Task prompt —
From the entries, filter out every line that lacks "service" and copy the rest.
===== Data for this task
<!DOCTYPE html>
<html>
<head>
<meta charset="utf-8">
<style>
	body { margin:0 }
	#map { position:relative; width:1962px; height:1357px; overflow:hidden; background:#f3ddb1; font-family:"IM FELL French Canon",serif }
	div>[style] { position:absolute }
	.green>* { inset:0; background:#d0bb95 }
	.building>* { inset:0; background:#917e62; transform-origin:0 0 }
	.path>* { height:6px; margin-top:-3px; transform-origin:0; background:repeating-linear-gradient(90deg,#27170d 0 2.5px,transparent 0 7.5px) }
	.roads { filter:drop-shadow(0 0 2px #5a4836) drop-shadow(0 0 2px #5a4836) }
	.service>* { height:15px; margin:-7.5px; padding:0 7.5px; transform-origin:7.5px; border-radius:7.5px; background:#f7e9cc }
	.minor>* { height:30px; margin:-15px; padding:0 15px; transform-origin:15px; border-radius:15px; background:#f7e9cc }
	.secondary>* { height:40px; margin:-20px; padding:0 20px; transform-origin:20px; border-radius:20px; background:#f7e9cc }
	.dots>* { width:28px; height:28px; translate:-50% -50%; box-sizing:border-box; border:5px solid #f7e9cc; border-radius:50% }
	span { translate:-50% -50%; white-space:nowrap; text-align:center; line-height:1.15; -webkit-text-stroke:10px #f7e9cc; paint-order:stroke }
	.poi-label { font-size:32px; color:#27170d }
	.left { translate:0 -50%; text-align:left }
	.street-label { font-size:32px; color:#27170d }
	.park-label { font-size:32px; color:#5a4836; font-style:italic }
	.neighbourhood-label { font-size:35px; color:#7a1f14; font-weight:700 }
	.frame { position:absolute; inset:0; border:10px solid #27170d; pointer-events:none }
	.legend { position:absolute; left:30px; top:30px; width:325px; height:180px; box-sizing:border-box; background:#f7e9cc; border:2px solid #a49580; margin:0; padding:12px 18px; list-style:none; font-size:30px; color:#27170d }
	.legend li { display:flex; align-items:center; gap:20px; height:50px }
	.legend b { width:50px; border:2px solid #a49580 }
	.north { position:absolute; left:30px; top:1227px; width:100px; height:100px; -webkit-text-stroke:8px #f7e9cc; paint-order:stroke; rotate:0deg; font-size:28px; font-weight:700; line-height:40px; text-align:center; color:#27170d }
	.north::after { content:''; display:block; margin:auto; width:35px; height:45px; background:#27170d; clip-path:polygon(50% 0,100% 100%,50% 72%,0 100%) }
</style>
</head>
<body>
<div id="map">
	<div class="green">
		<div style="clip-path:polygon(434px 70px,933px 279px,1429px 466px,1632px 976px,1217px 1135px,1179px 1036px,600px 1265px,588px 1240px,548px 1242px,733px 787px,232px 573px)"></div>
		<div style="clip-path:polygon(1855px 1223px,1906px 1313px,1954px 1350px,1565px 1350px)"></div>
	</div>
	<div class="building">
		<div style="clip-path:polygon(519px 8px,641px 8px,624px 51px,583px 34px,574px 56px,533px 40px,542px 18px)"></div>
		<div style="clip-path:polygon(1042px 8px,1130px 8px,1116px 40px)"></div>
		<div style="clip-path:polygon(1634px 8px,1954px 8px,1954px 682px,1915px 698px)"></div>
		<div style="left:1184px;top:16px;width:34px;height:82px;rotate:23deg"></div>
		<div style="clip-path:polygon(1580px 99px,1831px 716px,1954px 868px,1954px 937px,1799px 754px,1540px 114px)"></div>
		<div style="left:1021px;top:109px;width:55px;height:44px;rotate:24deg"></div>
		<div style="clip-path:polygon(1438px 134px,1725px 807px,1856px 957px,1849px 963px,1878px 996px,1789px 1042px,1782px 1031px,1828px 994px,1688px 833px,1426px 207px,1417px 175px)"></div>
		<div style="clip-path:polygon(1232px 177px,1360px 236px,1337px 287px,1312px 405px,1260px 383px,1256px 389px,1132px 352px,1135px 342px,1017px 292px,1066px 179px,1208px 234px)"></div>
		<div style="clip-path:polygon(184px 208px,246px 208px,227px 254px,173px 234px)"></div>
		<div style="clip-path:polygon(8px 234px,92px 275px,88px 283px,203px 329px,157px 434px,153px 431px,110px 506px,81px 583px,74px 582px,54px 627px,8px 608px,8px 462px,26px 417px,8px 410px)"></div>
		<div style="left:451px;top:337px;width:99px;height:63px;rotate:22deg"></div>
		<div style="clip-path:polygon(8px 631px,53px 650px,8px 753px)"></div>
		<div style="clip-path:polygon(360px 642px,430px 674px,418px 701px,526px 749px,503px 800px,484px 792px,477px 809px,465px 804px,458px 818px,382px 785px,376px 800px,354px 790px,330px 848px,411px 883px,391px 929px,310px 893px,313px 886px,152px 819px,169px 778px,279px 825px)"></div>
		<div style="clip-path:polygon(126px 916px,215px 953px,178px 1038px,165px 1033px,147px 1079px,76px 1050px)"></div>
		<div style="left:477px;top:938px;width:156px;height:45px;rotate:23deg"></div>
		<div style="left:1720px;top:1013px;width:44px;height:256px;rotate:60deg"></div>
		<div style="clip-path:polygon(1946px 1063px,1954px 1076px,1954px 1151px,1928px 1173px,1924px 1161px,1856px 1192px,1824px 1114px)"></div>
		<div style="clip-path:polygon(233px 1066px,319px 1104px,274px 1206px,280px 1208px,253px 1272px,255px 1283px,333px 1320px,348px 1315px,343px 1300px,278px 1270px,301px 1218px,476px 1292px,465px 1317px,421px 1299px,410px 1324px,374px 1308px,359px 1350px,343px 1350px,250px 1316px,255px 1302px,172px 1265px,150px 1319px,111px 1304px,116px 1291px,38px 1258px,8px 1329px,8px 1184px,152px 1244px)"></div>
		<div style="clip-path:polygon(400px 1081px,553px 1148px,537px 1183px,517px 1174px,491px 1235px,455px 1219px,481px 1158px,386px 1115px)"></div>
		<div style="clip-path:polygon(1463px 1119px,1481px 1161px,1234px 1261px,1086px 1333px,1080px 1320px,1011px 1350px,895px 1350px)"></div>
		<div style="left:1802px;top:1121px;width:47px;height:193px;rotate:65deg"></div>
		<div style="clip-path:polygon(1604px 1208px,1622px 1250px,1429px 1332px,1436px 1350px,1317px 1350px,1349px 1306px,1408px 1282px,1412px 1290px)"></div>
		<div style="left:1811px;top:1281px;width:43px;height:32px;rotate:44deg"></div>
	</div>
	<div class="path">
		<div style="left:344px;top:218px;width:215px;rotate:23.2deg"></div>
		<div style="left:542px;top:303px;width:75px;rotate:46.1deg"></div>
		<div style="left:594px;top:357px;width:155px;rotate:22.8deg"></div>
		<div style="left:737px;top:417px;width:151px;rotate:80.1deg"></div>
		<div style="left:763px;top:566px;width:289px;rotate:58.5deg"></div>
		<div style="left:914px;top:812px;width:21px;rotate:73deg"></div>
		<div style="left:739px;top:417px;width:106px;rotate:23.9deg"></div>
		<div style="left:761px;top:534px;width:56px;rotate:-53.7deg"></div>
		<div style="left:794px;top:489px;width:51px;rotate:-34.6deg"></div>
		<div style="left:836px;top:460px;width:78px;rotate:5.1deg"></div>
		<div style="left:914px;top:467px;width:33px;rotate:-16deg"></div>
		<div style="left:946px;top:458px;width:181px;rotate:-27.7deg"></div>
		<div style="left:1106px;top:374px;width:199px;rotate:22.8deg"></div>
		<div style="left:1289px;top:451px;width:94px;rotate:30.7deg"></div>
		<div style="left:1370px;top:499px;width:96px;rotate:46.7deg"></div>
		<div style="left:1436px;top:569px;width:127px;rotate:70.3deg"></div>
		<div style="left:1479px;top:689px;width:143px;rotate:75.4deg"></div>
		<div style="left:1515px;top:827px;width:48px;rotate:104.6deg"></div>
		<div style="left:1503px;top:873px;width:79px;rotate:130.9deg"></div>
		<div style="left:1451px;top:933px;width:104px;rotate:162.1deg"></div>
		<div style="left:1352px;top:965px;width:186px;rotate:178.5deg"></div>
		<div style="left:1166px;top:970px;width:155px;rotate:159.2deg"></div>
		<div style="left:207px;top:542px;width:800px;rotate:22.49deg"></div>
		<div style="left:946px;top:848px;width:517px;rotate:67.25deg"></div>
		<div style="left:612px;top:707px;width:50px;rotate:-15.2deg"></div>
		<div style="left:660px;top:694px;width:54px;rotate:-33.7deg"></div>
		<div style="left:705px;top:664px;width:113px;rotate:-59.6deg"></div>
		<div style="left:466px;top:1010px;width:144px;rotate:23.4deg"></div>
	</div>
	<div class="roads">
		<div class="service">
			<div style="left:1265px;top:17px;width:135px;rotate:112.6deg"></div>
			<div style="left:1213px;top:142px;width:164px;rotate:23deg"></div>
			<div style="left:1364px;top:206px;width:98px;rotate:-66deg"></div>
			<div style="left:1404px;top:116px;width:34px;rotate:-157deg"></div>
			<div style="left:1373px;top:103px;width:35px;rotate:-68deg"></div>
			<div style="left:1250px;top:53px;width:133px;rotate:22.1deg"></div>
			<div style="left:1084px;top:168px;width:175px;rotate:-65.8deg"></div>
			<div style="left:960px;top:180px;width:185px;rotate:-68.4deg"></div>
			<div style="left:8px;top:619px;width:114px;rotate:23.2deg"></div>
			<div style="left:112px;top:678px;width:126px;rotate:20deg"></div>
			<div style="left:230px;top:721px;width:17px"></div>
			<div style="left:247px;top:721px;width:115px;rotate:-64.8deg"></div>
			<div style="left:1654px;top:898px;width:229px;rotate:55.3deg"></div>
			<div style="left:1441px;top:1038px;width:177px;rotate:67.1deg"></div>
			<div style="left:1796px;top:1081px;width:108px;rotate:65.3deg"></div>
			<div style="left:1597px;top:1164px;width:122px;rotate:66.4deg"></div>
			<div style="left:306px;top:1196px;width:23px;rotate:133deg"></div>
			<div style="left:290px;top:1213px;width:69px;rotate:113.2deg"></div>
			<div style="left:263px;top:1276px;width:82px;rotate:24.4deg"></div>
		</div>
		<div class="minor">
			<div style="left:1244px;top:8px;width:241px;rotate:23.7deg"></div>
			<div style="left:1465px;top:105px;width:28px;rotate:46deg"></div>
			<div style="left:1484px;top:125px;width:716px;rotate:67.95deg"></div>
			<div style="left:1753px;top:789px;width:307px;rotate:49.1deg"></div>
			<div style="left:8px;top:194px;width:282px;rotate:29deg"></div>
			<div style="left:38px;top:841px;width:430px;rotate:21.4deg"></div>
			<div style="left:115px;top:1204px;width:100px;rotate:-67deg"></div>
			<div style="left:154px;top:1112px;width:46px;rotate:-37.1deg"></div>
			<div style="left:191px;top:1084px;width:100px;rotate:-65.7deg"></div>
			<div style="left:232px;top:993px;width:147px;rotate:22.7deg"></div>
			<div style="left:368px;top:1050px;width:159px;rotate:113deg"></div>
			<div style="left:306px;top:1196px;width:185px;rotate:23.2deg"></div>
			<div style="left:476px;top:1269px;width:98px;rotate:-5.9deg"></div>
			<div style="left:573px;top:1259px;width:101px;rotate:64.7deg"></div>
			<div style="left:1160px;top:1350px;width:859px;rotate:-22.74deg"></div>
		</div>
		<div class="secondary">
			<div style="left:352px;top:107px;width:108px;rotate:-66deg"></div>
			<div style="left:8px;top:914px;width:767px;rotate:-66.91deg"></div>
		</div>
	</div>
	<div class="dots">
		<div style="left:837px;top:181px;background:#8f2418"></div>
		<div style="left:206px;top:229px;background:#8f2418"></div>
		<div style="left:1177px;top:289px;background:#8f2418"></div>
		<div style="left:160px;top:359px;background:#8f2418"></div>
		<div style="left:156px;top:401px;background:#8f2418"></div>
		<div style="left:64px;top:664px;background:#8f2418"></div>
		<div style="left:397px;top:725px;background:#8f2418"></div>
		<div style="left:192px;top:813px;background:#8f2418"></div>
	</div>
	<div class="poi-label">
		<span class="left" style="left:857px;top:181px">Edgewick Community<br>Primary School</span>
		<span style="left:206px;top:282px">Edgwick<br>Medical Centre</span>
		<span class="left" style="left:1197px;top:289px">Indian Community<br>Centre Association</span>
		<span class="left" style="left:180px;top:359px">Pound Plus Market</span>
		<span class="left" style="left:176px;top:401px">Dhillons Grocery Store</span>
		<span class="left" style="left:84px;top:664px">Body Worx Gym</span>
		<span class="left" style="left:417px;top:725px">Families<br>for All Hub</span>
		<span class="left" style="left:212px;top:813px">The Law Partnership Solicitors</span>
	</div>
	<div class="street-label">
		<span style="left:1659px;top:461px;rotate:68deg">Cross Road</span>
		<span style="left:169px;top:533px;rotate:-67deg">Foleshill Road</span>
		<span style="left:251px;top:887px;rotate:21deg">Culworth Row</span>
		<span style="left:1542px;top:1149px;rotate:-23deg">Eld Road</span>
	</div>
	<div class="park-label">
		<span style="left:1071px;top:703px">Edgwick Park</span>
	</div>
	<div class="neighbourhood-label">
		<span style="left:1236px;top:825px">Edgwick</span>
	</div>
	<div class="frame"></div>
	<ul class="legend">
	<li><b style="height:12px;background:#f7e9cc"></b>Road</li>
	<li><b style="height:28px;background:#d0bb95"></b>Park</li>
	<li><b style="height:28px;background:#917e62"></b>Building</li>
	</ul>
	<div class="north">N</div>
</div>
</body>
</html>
==========
Answer to this problem —
	.service>* { height:15px; margin:-7.5px; padding:0 7.5px; transform-origin:7.5px; border-radius:7.5px; background:#f7e9cc }
		<div class="service">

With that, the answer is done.